As of last week, 54 percent of Americans ages 12 to 17 had received at least one dose of the vaccine, with 43 percent fully vaccinated, according to the American Academy of Pediatrics. The group said the number of children receiving a first dose declined for a fifth week and was at the lowest level since the vaccine was made available to those 12 to 15 years old.
Rates are significantly higher for adults. Some parents vaccinated their children the day they became eligible, but others — even some who have been vaccinated themselves — say they want to wait for more data before inoculating their children.
Cardona says that while he realizes the virus remains dangerous, it’s important to focus on the positive progress the country has seen. A year ago, most students were staring at computer screens; today, they are in classrooms with friends.
“We’re on the doorstep of a new day,” he told leaders of the Capital Area Community Services’ Head Start program in Lansing, Mich., on Thursday.
Powered by a big purple bus emblazoned with “Return to School Road Trip,” Cardona’s tour began with a pep rally at an elementary school in Eau Claire, Wis., on Monday. Around dinner time on Thursday, the secretary read a story to young children in Detroit. And in Lansing, Mich., earlier that day, he rolled Play Dough into snakes, tossed balls with preschoolers and quizzed toddlers on their counting skills.
“Where did you get this beautiful necklace?” he asked one 4-year-old girl at the Head Start center. “Where did you learn how to count?” he asked a boy at a nearby table. “Let’s count the blocks. Can you help me count the blocks?”
The event felt a million miles from the battles over masks and the rising numbers of pediatric coronavirus cases. Nonetheless, back in D.C., Cardona’s department continues to wage a battle with a half dozen Republican governors who have barred their school districts from requiring masks. This week, the department’s Office for Civil Rights added Texas to the list of states being investigated for these policies. The department argues these states may have violated the rights of students with disabilities by barring the mask mandates.
The agency typically comes to settlement agreements with states and school districts under investigation, but it has the power to withhold federal funds from them.
Cardona said in an interview that he was willing to hold back funding if necessary.
“I am prepared to do it. I don’t want to do it, but I am prepared to do it,” he said. “The last thing I want to do to the students in Texas and Florida is to withhold resources that support them. That’s not something that I would do lightly.”

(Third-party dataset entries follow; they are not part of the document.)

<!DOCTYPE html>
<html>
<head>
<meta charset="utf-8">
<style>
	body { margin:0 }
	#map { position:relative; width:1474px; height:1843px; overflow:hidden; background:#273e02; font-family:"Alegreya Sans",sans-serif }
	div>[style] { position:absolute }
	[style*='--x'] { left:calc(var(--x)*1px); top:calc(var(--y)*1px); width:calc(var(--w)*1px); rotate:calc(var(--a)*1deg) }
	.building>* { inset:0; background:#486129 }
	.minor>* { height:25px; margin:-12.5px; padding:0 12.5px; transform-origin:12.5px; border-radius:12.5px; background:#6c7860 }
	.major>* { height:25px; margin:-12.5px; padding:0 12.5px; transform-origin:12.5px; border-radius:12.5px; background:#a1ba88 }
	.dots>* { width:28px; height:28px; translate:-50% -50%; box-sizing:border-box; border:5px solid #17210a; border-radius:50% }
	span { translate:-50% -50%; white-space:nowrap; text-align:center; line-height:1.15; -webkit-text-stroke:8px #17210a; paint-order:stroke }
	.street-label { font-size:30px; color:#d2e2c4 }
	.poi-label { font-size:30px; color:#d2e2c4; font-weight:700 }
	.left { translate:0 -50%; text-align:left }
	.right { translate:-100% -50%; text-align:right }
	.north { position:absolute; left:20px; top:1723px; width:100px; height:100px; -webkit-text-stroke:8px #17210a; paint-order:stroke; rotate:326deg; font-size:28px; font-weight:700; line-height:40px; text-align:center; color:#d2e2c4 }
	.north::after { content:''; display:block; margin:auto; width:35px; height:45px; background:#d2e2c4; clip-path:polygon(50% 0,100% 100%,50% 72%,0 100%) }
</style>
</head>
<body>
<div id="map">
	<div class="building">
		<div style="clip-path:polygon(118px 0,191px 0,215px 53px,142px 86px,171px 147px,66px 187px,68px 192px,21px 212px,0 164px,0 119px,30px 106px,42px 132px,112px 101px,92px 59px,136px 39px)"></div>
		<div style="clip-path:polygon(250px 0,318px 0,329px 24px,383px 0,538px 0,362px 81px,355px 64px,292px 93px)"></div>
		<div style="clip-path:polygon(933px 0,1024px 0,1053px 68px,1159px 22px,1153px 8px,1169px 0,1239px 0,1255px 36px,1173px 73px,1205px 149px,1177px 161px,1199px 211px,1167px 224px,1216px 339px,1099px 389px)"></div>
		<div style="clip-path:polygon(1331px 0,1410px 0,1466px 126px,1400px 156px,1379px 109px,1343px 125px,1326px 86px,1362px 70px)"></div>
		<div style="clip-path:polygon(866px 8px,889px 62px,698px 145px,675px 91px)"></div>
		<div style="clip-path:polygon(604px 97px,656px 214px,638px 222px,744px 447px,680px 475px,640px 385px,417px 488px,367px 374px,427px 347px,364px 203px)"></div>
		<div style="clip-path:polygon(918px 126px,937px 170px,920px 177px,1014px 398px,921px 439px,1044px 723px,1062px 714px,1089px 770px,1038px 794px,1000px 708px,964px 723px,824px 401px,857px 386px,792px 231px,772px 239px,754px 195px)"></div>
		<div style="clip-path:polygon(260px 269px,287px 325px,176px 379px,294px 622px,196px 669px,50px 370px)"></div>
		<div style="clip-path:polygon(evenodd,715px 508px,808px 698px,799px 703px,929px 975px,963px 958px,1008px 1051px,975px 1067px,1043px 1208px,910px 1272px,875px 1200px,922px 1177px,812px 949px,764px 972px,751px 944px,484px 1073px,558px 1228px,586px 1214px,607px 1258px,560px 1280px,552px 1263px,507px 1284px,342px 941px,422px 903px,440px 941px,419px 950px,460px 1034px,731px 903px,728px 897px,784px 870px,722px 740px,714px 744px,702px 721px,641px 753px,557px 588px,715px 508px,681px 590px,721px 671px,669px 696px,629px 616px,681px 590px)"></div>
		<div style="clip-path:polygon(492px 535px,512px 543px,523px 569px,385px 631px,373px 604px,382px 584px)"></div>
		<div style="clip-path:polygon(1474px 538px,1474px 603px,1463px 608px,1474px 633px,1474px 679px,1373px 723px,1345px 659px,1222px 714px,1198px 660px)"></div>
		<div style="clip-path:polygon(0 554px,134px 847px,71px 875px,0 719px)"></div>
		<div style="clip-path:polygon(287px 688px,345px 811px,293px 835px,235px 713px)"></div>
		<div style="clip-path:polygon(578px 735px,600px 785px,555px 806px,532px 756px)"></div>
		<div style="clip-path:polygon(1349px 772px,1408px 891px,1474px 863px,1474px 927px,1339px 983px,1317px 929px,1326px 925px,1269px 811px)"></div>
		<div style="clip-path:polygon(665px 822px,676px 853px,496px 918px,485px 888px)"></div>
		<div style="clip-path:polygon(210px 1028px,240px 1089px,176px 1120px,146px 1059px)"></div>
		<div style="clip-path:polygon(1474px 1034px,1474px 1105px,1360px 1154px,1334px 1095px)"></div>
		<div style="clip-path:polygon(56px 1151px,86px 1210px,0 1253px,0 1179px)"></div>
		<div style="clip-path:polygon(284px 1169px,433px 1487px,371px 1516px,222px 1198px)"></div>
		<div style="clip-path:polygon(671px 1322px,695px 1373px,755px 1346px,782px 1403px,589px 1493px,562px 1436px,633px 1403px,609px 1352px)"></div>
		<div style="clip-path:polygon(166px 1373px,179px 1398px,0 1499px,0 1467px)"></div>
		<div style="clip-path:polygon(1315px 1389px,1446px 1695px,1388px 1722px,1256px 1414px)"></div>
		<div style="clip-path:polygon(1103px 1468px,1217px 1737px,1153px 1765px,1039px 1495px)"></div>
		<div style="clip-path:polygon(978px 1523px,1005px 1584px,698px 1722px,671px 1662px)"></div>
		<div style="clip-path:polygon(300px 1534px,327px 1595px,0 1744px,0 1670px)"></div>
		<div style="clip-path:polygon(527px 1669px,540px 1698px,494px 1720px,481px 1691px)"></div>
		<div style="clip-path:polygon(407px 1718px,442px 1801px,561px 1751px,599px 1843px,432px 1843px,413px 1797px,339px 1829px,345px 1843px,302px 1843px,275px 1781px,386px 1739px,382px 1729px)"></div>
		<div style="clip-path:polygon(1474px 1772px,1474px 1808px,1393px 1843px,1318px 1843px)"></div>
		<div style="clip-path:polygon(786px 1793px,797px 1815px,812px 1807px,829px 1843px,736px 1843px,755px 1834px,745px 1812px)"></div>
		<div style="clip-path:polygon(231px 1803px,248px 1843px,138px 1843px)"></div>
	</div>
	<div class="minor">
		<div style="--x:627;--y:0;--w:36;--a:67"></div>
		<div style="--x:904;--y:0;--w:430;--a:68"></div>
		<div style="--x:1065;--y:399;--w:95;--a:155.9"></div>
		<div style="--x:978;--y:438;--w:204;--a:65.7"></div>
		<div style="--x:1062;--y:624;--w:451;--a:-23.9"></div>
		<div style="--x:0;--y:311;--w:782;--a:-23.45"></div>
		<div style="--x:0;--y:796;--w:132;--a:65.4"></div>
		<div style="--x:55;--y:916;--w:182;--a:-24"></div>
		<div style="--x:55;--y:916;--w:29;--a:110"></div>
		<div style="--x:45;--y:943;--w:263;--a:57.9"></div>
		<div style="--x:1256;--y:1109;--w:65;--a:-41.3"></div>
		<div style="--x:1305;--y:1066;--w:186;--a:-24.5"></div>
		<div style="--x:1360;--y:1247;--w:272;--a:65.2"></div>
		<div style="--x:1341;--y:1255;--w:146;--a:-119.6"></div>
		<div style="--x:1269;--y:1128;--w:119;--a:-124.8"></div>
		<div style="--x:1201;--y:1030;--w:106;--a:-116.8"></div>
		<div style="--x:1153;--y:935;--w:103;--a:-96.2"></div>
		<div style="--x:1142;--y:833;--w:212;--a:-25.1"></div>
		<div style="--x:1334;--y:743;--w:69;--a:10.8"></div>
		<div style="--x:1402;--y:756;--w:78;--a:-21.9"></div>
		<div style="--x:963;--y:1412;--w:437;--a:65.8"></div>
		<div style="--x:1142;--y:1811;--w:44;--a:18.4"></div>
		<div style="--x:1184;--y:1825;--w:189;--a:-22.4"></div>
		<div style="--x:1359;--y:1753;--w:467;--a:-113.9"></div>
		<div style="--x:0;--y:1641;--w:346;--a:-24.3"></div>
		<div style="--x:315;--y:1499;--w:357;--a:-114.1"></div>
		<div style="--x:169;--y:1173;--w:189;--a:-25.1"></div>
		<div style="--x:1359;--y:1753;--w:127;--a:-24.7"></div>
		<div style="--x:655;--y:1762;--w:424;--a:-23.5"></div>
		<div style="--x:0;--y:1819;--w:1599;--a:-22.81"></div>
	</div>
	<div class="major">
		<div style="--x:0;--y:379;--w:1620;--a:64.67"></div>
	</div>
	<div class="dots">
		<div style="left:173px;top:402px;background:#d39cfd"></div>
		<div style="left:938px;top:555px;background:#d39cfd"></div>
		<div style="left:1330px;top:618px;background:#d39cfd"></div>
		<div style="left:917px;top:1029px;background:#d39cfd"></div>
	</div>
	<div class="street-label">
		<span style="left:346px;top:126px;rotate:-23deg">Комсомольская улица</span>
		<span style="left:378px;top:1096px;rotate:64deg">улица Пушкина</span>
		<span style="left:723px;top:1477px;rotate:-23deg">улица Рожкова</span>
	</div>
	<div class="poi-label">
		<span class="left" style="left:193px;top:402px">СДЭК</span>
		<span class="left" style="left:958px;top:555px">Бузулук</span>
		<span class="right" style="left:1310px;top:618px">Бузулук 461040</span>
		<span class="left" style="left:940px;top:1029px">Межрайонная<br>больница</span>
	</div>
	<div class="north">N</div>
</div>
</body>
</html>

He added he would prefer to work with the governors but also acknowledged that the governors do not appear interested in working with him. “They don’t, they don’t,” he said. He said it may be necessary for the Justice Department to file federal lawsuits to force policy change, but said he has not yet discussed such a move with officials at Justice.

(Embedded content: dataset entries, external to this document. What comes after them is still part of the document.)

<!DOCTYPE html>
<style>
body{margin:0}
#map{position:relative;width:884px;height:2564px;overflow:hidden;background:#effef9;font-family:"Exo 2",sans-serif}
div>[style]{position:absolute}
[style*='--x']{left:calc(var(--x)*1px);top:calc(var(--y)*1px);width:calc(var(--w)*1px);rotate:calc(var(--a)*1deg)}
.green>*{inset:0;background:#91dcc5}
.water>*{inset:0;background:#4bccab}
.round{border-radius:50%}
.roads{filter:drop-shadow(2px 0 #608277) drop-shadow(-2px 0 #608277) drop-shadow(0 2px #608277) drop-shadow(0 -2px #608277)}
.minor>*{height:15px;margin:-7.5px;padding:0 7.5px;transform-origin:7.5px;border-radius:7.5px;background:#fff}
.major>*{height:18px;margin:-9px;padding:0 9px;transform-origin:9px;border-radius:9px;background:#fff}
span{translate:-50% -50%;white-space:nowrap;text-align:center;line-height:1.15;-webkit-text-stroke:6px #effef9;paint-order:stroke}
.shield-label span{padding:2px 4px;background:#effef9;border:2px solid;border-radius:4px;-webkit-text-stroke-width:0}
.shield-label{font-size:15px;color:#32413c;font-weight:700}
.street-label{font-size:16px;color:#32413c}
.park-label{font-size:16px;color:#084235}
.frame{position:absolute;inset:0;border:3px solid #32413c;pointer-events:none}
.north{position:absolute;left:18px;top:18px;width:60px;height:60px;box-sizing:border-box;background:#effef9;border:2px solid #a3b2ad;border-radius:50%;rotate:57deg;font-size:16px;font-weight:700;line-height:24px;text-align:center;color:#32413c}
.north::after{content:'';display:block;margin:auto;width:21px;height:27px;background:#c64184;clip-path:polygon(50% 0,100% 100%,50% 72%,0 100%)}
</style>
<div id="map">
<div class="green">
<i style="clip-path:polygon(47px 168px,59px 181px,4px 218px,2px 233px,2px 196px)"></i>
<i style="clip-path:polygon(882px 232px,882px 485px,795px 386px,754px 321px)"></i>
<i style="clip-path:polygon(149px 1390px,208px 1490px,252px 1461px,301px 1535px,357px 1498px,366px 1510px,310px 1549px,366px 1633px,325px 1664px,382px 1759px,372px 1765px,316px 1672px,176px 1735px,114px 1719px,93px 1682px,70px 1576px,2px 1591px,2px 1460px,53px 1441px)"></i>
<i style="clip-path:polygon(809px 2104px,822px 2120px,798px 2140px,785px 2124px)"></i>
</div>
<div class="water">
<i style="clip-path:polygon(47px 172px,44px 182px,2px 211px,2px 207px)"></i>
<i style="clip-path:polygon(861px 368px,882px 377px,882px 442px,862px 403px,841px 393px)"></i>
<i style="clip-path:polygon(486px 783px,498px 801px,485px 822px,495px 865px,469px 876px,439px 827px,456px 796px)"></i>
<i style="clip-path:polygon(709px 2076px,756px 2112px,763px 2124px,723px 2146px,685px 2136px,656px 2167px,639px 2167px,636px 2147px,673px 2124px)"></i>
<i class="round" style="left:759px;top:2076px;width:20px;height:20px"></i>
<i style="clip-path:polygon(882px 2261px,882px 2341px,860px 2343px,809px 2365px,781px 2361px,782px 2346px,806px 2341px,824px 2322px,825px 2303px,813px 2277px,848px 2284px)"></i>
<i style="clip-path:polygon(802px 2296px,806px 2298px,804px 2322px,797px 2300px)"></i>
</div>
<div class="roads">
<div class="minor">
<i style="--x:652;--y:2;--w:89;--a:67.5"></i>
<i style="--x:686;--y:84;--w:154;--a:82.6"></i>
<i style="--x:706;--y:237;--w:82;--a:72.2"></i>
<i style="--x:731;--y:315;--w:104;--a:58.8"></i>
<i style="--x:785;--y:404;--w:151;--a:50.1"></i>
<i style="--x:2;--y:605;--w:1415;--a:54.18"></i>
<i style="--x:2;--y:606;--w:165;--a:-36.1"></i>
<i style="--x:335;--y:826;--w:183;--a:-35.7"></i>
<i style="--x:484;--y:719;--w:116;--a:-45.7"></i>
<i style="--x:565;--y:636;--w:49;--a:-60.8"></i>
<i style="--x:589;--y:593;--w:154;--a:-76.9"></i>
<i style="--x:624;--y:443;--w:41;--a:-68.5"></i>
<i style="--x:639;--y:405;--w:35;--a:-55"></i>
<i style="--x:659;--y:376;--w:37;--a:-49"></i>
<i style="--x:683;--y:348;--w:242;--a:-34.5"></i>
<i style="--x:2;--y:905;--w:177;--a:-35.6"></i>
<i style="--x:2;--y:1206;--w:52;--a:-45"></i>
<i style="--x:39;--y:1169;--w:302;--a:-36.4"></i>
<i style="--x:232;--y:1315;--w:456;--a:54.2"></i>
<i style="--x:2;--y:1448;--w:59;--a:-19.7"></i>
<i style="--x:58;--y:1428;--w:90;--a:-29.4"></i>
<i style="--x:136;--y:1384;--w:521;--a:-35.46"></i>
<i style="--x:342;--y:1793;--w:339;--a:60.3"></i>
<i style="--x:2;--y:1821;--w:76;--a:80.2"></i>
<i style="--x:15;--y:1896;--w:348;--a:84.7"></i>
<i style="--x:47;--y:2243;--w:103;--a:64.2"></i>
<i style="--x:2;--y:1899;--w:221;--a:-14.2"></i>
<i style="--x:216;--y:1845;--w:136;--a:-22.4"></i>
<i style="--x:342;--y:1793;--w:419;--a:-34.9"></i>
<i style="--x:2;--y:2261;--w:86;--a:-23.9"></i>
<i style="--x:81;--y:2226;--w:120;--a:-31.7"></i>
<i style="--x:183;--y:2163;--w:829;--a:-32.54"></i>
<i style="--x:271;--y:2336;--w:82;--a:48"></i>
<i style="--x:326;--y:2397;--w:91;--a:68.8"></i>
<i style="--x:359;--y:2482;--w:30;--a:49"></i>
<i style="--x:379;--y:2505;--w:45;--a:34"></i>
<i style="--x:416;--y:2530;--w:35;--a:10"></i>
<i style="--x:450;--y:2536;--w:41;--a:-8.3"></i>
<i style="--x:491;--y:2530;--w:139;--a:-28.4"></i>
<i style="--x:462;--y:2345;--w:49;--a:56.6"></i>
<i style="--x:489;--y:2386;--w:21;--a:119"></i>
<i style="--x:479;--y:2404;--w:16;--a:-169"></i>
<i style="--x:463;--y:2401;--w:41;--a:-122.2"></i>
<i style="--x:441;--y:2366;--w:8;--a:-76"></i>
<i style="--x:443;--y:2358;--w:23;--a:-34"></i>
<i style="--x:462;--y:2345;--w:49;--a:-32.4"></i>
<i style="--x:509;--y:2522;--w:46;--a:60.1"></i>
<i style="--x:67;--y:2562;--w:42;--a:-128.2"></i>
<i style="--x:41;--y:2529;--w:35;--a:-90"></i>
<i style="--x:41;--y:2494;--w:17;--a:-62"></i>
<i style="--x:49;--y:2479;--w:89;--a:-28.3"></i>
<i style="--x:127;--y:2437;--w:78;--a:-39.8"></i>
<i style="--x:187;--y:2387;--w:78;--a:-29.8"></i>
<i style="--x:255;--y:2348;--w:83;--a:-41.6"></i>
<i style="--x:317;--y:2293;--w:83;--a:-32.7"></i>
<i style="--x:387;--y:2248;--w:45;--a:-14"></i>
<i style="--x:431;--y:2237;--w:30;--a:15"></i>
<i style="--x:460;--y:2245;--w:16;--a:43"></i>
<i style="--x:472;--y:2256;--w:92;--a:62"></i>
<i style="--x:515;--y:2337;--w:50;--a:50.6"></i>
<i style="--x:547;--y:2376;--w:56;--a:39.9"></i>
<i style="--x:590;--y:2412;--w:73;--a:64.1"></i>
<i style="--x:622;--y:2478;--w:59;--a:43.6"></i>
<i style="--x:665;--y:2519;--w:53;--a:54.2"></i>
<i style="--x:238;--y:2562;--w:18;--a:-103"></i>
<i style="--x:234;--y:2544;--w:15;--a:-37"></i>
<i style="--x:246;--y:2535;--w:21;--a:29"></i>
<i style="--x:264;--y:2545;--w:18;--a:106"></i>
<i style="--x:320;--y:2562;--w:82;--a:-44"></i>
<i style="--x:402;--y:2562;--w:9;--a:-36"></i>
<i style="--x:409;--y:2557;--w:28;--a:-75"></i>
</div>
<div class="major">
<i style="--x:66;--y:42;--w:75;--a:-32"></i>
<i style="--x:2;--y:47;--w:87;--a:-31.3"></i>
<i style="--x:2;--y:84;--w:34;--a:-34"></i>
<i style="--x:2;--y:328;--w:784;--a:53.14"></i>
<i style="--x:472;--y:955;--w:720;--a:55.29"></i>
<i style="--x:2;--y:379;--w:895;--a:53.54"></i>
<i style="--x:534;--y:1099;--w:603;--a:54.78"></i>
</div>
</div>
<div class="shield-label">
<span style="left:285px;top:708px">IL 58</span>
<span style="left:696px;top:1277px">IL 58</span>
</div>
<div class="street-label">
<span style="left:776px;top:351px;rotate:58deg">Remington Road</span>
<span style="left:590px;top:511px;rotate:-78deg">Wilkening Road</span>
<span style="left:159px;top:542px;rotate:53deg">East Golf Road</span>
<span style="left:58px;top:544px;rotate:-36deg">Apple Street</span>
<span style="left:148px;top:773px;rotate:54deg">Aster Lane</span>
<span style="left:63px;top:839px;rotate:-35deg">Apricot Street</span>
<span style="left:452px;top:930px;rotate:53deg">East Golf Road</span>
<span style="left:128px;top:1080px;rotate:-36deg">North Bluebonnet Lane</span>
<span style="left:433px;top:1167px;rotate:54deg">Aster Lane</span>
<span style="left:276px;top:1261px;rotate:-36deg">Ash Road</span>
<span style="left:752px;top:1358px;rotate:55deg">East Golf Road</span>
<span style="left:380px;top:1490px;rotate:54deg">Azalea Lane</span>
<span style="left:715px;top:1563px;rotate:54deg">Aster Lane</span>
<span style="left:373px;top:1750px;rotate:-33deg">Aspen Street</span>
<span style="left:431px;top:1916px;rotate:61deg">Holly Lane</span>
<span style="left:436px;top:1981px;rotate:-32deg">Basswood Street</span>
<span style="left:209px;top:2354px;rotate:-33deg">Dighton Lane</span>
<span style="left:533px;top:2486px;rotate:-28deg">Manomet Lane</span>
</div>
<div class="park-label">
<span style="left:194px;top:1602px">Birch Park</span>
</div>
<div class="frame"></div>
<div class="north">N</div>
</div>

Cardona said he is also keeping tabs on negotiations over President Biden’s spending package, which includes unprecedented funding for preschool education and community colleges. Mindful that congressional negotiators are likely to shrink the $3.5 trillion package, he said he is working to build support, engaging community college presidents and “trying to build a sense of urgency.”
“This is our moment,” he said. “We can’t squander it.”